** Opening Recorded data block **

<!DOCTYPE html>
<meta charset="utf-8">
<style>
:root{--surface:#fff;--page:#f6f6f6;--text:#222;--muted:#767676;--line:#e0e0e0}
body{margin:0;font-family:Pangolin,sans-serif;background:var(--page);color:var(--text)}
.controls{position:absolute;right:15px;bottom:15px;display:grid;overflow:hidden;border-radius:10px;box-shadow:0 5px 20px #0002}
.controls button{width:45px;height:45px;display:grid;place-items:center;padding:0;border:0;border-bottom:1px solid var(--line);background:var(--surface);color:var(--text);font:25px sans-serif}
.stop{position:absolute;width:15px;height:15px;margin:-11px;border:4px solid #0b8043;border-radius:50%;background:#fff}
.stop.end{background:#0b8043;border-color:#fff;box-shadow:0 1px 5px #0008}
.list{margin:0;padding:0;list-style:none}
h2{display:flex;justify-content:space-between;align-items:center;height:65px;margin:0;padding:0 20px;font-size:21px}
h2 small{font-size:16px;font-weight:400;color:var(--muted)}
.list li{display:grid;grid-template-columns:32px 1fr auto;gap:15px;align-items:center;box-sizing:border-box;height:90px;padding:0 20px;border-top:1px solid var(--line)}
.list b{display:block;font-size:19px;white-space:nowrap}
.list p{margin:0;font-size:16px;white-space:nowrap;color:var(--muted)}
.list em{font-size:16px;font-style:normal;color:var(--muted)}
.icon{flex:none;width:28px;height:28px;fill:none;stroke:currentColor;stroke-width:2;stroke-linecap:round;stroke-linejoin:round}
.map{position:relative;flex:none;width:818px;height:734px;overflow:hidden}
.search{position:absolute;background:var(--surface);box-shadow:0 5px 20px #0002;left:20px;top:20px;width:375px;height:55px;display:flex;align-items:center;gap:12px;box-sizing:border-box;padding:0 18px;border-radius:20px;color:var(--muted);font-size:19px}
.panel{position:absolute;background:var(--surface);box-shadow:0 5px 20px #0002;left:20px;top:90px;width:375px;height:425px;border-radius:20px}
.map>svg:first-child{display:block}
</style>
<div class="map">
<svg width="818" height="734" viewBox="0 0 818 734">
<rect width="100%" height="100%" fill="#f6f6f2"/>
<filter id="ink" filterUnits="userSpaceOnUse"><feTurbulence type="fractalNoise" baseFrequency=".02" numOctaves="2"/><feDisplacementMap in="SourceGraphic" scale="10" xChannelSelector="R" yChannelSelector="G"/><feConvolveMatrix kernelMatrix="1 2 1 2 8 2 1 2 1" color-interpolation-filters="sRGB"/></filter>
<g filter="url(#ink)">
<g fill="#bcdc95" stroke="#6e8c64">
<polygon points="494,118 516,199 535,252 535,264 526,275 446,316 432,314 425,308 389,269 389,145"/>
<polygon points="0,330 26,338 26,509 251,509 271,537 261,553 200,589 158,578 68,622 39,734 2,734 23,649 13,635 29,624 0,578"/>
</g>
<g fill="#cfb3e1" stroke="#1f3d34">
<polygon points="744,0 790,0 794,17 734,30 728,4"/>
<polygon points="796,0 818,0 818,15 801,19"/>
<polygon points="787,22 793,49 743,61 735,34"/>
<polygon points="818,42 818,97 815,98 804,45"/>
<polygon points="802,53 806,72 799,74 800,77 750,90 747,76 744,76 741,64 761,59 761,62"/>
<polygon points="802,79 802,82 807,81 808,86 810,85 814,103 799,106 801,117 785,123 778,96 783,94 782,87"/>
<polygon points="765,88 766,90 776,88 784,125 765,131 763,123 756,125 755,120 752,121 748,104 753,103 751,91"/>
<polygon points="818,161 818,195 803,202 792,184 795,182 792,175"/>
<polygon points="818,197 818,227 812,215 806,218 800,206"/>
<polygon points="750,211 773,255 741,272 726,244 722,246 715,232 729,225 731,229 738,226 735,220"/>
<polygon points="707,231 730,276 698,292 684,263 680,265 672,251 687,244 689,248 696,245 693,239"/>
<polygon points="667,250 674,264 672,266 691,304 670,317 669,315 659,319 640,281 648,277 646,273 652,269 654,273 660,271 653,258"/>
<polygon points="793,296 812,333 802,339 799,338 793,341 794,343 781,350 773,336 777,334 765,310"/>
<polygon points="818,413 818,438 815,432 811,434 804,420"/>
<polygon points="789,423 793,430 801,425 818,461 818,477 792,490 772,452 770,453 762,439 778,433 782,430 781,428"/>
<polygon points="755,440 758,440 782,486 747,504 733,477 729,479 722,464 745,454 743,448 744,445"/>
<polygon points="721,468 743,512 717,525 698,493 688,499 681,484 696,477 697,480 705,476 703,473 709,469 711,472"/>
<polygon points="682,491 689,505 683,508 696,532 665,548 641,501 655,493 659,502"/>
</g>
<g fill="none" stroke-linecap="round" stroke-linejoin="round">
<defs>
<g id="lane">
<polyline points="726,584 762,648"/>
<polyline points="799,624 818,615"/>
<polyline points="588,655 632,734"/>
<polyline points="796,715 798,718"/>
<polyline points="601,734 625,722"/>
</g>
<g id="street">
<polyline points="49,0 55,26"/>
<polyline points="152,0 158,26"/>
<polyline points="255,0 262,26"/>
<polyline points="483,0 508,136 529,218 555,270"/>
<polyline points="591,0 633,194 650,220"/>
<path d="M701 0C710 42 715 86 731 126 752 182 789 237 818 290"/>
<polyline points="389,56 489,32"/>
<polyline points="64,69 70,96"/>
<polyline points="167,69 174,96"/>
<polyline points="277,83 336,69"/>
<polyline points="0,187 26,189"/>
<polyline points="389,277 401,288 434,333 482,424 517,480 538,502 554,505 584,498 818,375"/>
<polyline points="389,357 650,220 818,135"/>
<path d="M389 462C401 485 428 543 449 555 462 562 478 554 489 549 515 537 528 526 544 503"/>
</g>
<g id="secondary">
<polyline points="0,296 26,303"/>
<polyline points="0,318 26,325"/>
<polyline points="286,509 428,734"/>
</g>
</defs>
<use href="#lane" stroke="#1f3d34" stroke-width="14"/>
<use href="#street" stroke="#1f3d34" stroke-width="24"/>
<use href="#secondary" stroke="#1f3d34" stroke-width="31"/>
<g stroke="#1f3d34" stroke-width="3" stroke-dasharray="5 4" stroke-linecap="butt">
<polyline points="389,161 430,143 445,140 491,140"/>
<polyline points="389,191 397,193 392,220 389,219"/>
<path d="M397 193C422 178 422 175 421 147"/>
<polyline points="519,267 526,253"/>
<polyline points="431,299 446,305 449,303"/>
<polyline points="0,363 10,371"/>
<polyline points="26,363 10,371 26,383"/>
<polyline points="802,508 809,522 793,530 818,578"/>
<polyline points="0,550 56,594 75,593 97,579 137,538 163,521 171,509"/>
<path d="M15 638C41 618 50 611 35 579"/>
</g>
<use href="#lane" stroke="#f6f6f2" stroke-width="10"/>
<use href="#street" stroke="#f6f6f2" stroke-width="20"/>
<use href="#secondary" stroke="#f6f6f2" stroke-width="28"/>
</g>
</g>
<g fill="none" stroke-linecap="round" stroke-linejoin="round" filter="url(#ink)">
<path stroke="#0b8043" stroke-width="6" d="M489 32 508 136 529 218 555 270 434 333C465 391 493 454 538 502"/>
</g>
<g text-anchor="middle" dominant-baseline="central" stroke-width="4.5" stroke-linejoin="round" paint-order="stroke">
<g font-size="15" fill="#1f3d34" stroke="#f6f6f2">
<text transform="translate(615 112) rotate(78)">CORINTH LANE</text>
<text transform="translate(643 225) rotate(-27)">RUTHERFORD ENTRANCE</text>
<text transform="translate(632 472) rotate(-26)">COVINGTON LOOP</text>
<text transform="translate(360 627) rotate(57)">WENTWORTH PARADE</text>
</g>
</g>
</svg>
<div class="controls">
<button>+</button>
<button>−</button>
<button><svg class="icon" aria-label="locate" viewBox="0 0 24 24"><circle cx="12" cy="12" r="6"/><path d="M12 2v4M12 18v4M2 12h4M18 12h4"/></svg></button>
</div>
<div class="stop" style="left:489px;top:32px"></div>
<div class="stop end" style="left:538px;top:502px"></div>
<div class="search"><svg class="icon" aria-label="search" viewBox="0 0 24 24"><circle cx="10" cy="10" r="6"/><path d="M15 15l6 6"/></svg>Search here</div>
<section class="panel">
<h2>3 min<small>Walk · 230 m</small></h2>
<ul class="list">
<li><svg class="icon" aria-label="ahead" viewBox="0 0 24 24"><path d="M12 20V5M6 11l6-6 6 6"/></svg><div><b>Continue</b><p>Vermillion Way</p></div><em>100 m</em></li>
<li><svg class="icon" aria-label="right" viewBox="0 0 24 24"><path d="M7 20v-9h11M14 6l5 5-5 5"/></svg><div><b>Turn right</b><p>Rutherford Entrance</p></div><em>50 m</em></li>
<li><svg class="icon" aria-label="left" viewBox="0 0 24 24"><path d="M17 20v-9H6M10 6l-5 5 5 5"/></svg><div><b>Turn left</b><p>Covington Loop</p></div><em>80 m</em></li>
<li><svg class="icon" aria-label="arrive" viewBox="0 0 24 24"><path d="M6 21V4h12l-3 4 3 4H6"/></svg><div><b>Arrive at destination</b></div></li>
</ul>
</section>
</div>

** Closing Recorded data block **

**Task brief**
Search the data for "grid". Copy every matching line.

**The completed task**
.controls{position:absolute;right:15px;bottom:15px;display:grid;overflow:hidden;border-radius:10px;box-shadow:0 5px 20px #0002}
.controls button{width:45px;height:45px;display:grid;place-items:center;padding:0;border:0;border-bottom:1px solid var(--line);background:var(--surface);color:var(--text);font:25px sans-serif}
.list li{display:grid;grid-template-columns:32px 1fr auto;gap:15px;align-items:center;box-sizing:border-box;height:90px;padding:0 20px;border-top:1px solid var(--line)}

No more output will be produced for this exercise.